Thinking about it.....

Sheppard LRT - $930 million

Eglinton Crosstown LRT, Finch West LRT & Scarborough RT upgrade - $7.2 billion

Total = $8.13 billion

Percentage of this amount allotted to subway as most people on this forum define it (unless you want to start a poll to refute that) - 0
 
Eglinton Crosstown LRT, Finch West LRT & Scarborough RT upgrade - $7.2 billion

Total = $8.13 billion

Percentage of this amount allotted to subway as most people on this forum define it (unless you want to start a poll to refute that) - 0
I don't see how the semantics of us transit geeks has any bearing!

The construction cost per kilometre of the grade-separated section of the Eglinton LRT far exceeds that of the surface section. That's the point ... not whether a few geeks consider an undeground electric railway running 5 minutes or less is a subway or not!
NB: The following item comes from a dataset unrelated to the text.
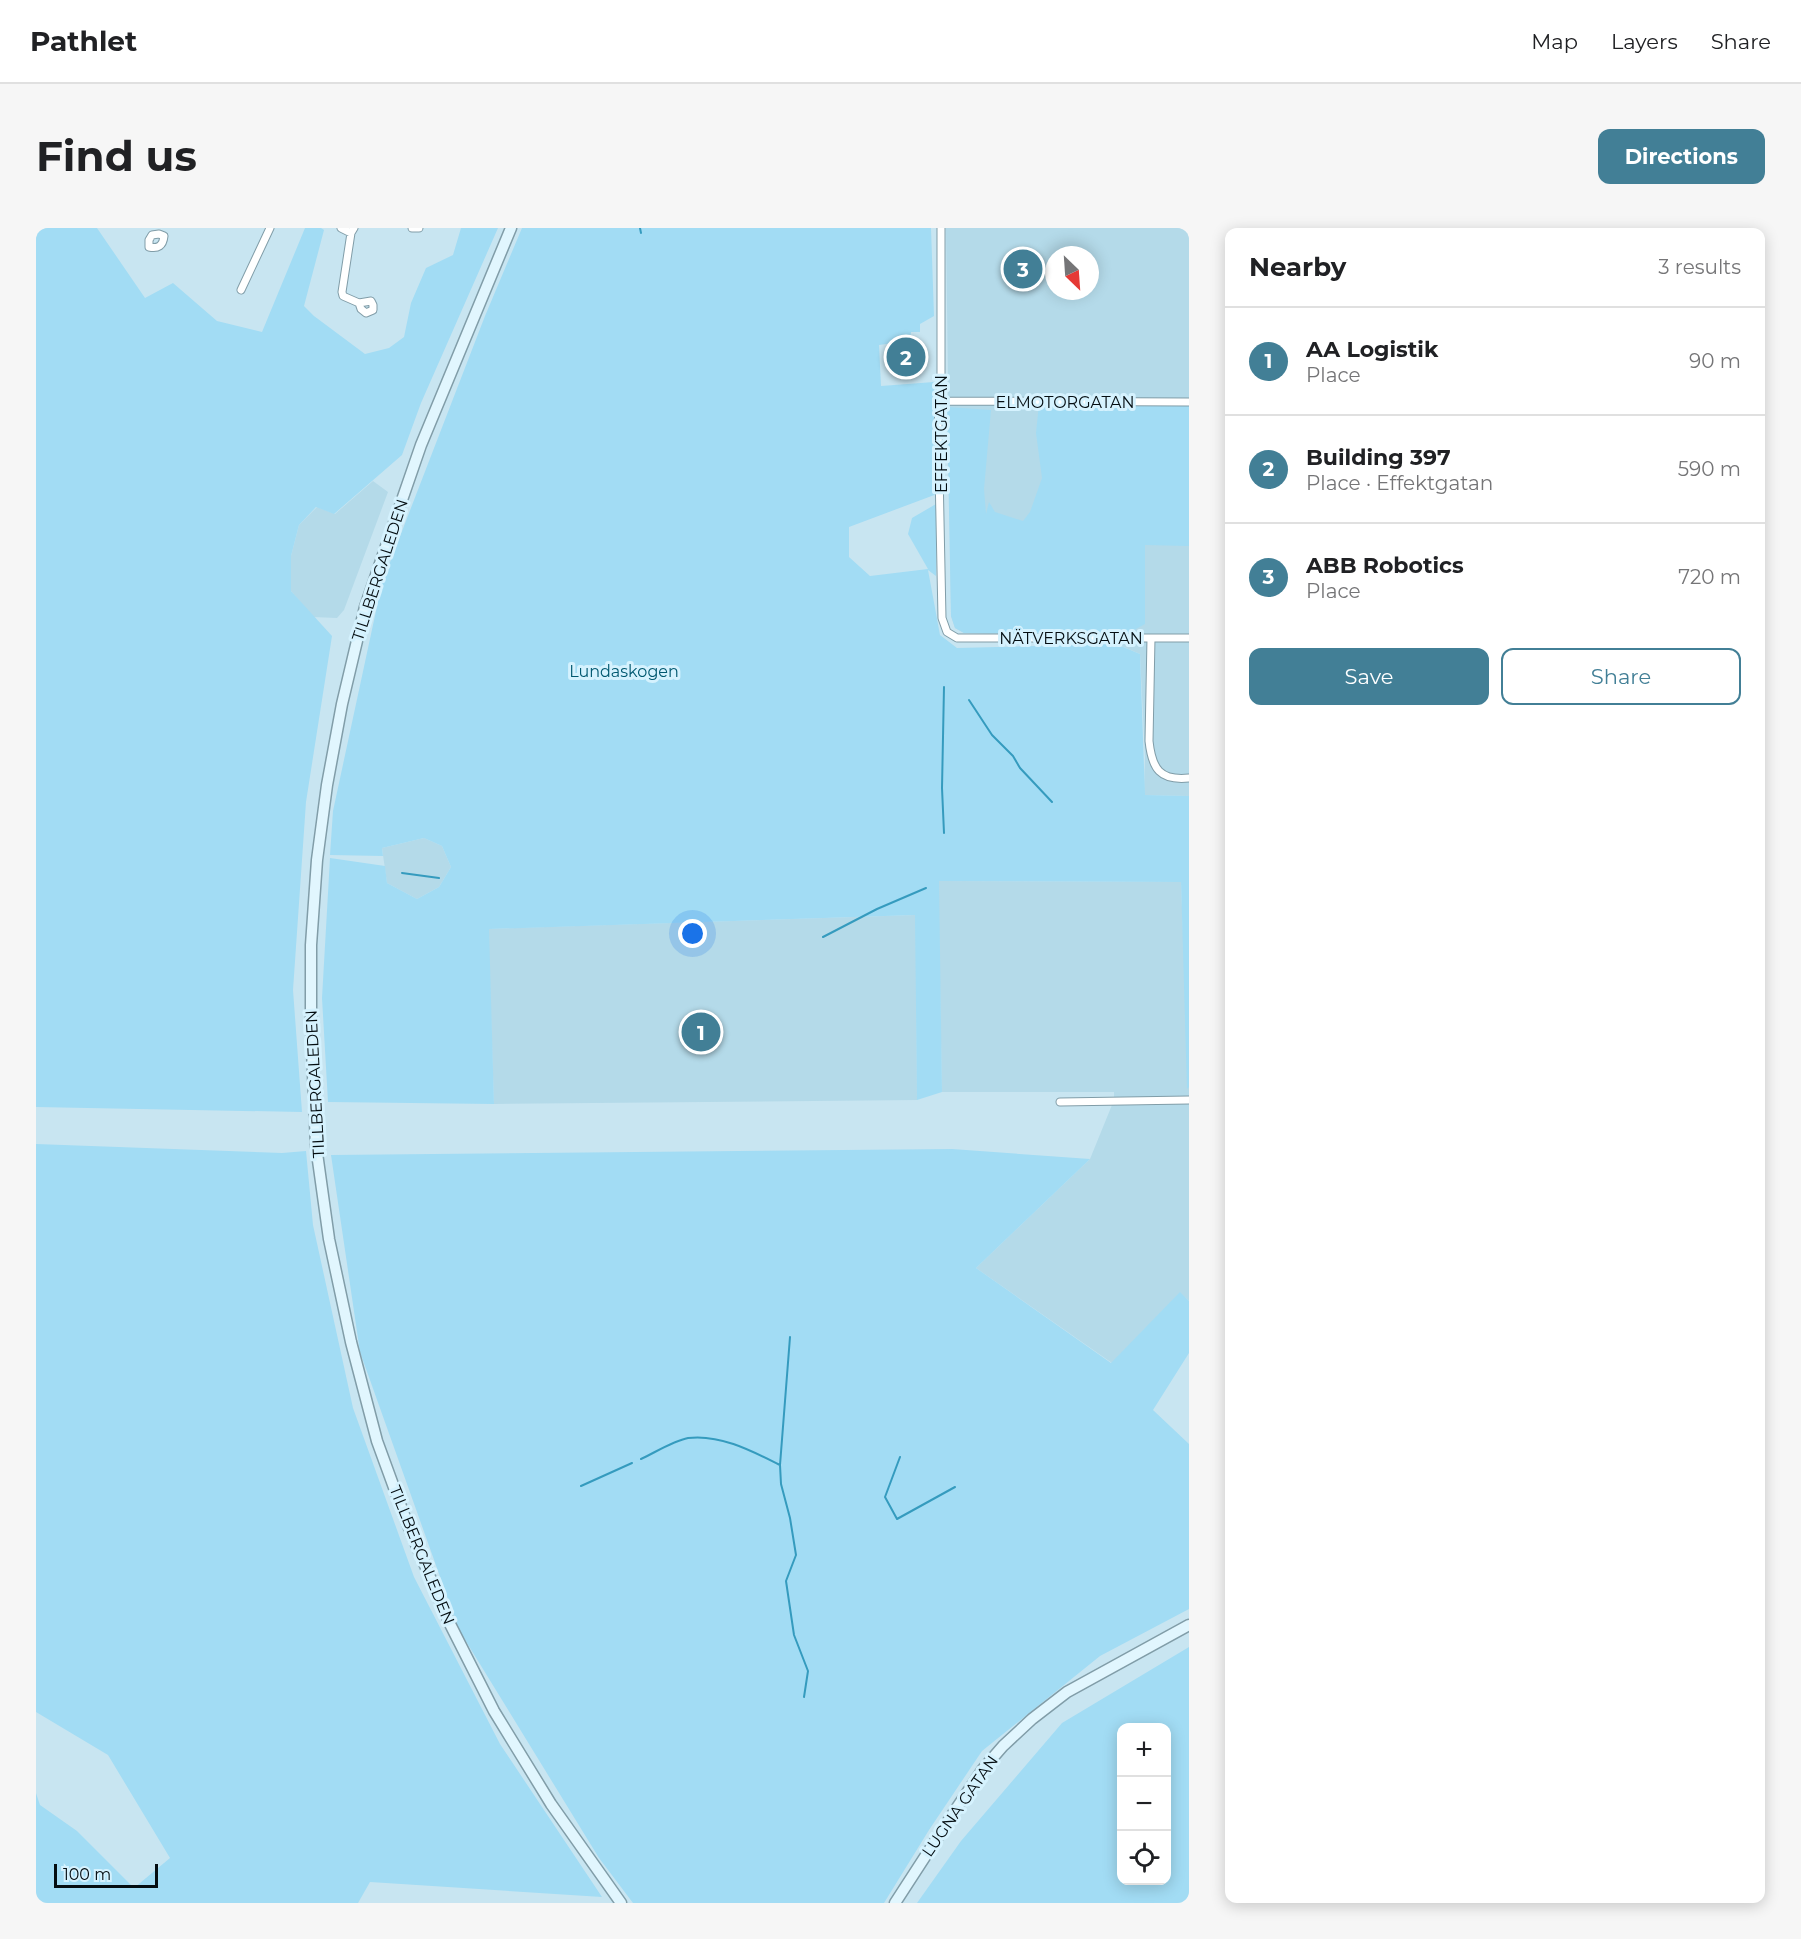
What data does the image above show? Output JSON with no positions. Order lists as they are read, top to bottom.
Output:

It's interesting that Rossi appears to be objecting not to the capital costs of Transit City; but to the increased operating cost of Transit City. Yet the operating cost of a new LRT line will be less than the operating cost of an existing subway line. So I guess that's one politician that won't be supporting the SOS!
 
It's interesting that Rossi appears to be objecting not to the capital costs of Transit City; but to the increased operating cost of Transit City. Yet the operating cost of a new LRT line will be less than the operating cost of an existing subway line. So I guess that's one politician that won't be supporting the SOS!

It's cheaper to operate a few kms of subway extensions to existing lines than it is to setup and operate a whole new mode of transit. That's what makes Transit City so expensive. Also, Transit City is essentially an upgrade to bus routes where it's not needed in some cases. How much of the operating budget, for example, will be wasted because the zoo is going to get a tram every 5 minutes? Whereas if they were to deploy better bus routes and build bus only lanes you could target service to the portions of the corridor based on demand. Is LRT more efficient than a bus? Sure. But is LRT more efficient in areas which can't even fill up a bus every 10 mins? Probably not. That's the flaw of Transit City. One size fits all does not work.